Looking at them from where we are on the Timeline of Life, it's clear that viruses do reproduce. They induce cells to do the reproducing for them. A cell, any cell, cannot live without its environment, something like drifting in a chemical broth or being stationed close to a blood capillary. So from this standpoint, a virus is a living thing that, instead of having chemical nutrients around, it just has to have another living thing around. It is obliged to live in and among cells—other living things. So, we call it an “obligate parasite.”

But what does it take for us to consider an organized bunch of chemicals to be a living thing? Astrobiology research helps guide us here. Generally, we want it to have a membrane. We expect it to reproduce, and we want it to maintain a steady chemical balance or steady state within itself. In biology, we say a living thing by definition can maintain equilibrium, the official word being
homeostasis
(“stays the same”).

When it comes to bacteria, no question. There they are with membranes and walls, they keep their metabolisms going in different surrounding conditions, and they certainly reproduce. When it comes to viruses, it depends how you look at it. Viruses do not maintain homeostasis. From the virus's point of view, why bother?

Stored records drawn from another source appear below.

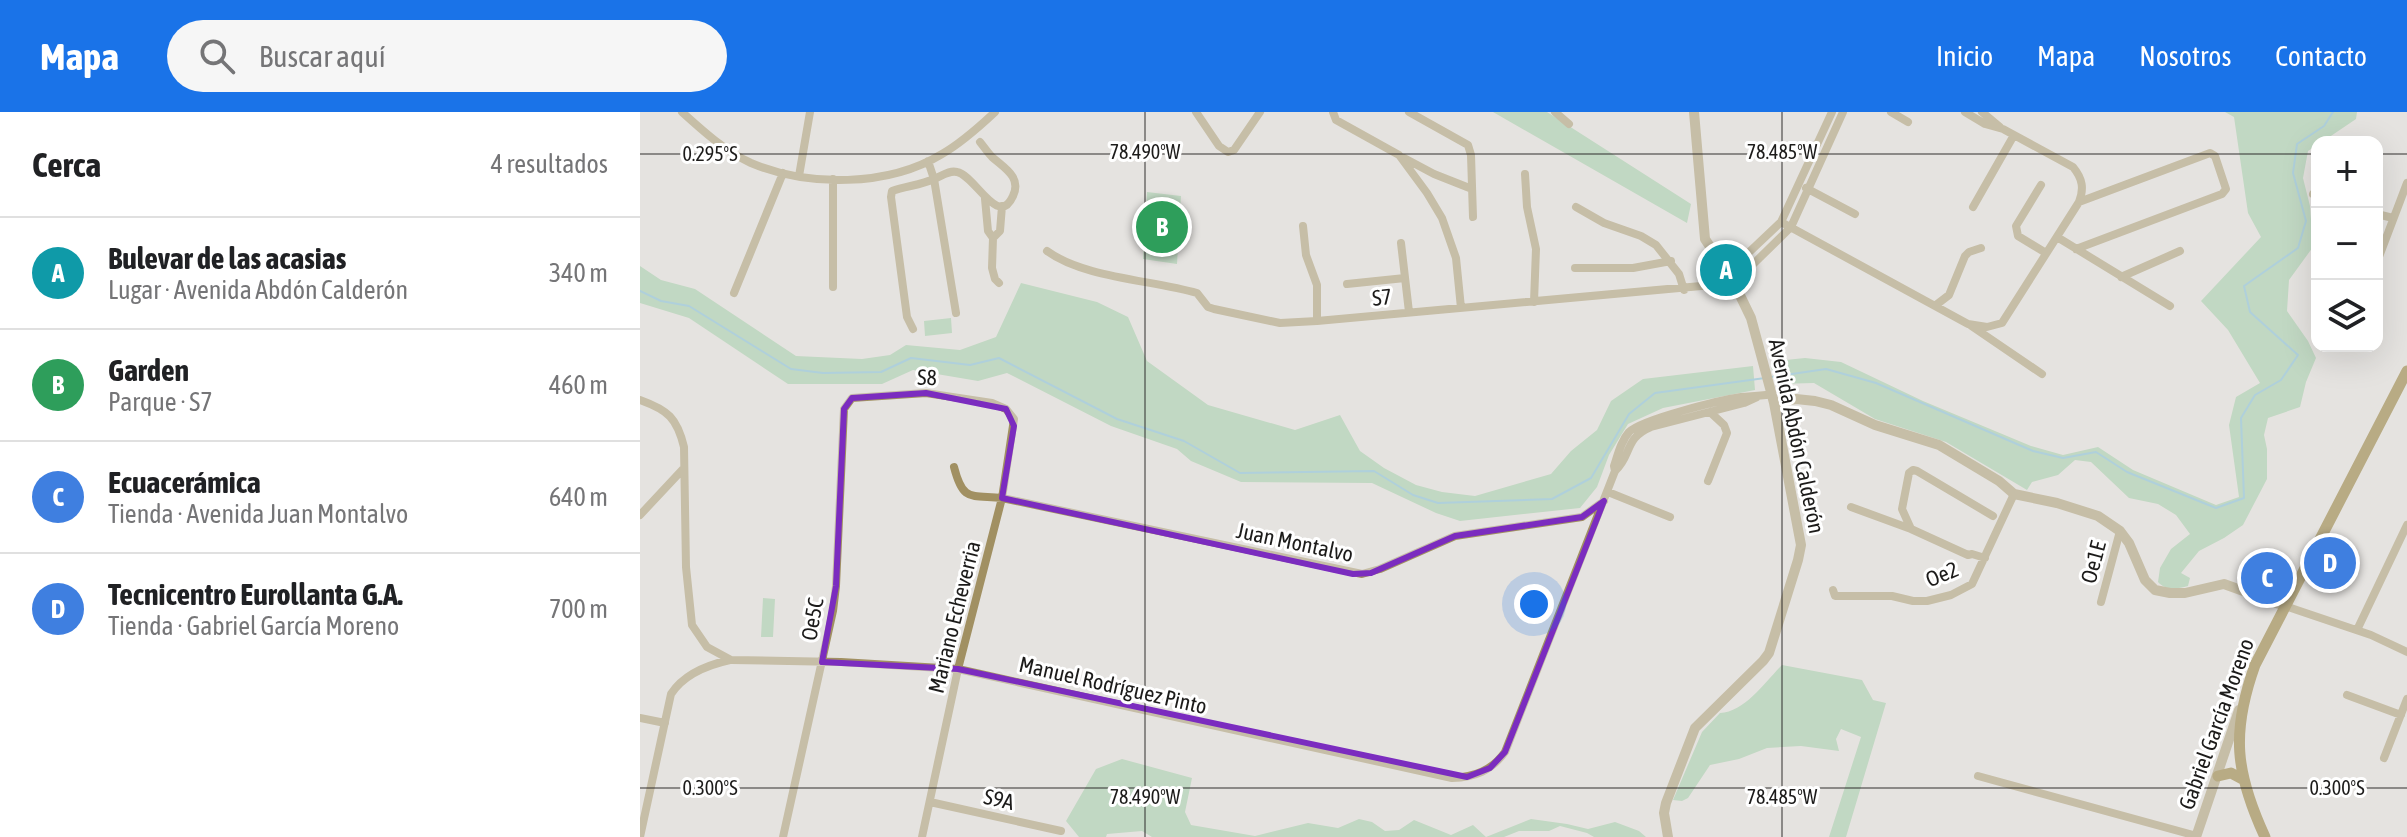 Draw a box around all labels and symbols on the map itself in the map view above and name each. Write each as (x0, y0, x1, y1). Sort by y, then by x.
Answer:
text: 78.490°W (1110, 140, 1181, 163)
text: 78.485°W (1747, 140, 1818, 163)
text: 0.295°S (682, 142, 738, 165)
pin: B (1136, 197, 1188, 257)
pin: A (1700, 240, 1752, 300)
street label: S7 (1371, 283, 1393, 311)
street label: Avenida Abdón Calderón (1764, 336, 1830, 536)
street label: S8 (917, 364, 937, 390)
street label: Juan Montalvo (1234, 517, 1356, 567)
pin: D (2304, 533, 2356, 593)
street label: Oe1E (2075, 537, 2111, 586)
street label: Mariano Echeverria (923, 538, 985, 696)
pin: C (2241, 548, 2293, 608)
street label: Oe2 (1922, 556, 1962, 592)
your location (1514, 584, 1554, 624)
street label: Oe5C (795, 595, 829, 642)
street label: Gabriel García Moreno (2173, 635, 2259, 813)
street label: Manuel Rodríguez Pinto (1017, 651, 1209, 719)
text: 0.300°S (682, 776, 738, 799)
text: 0.300°S (2309, 776, 2365, 799)
street label: S9A (981, 783, 1017, 815)
text: 78.490°W (1110, 785, 1181, 808)
text: 78.485°W (1747, 785, 1818, 808)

If your molecules can all hold their arrangement in what might be considered hostile environments, why bother doing anything else? Why complicate things, when your systems work fine as they are? To my way of thinking, we just wouldn't have viruses, or the whole domain Vira, if we did not have the domain Bacteria. So they belong on any depiction of categories of living things on Earth.

In fact, viruses could be the key to this whole conversation, because they may show how life emerged in the first place. Could viral molecular structures have existed before self-replicating bacterium-like molecules came to be? Or, are viruses a side product, an unintended consequence of the natural processes that brought about self-replicating molecular arrangements in the first place? Viruses are simpler than bacteria, which would seem to make them good candidates for arriving earlier.

There are other aspects that make them not look like a very good model for the first living thing, however. For one thing, unlike bacteria (and you and me), viruses do not seem to have a common ancestor. In the strange world of viruses, there is nothing akin to the way that all other living things use DNA to reproduce. Each virus attacks or latches onto specific, sometimes surprisingly specific, living cells. When a virus attacks, it does not exchange genes, or transfer genes with or from the cell it's attacking. A virus's genes go into a cell, never the other way around. So, in these important traditional senses, a virus is not alive. Viruses seem to have come into existence after self-replicating, stasis-maintaining organisms (the things we consider definitively “living”) came to be. But let's face it: Viruses are a very significant part of our world. Without viruses, every living thing would be different.

Viruses are somehow part of the spectrum of life, and they are somehow related to the question of how it all began. We are still sorting out the thick and tangled branches of the Tree of Life; only within the past decade have biologists identified the giant viruses that help build the case that they qualify as a fourth domain of life. The harder we push on the search for the origin of life, the more surprises we find. These discoveries keep me wondering: “Mother Nature, what else haven't you told me?”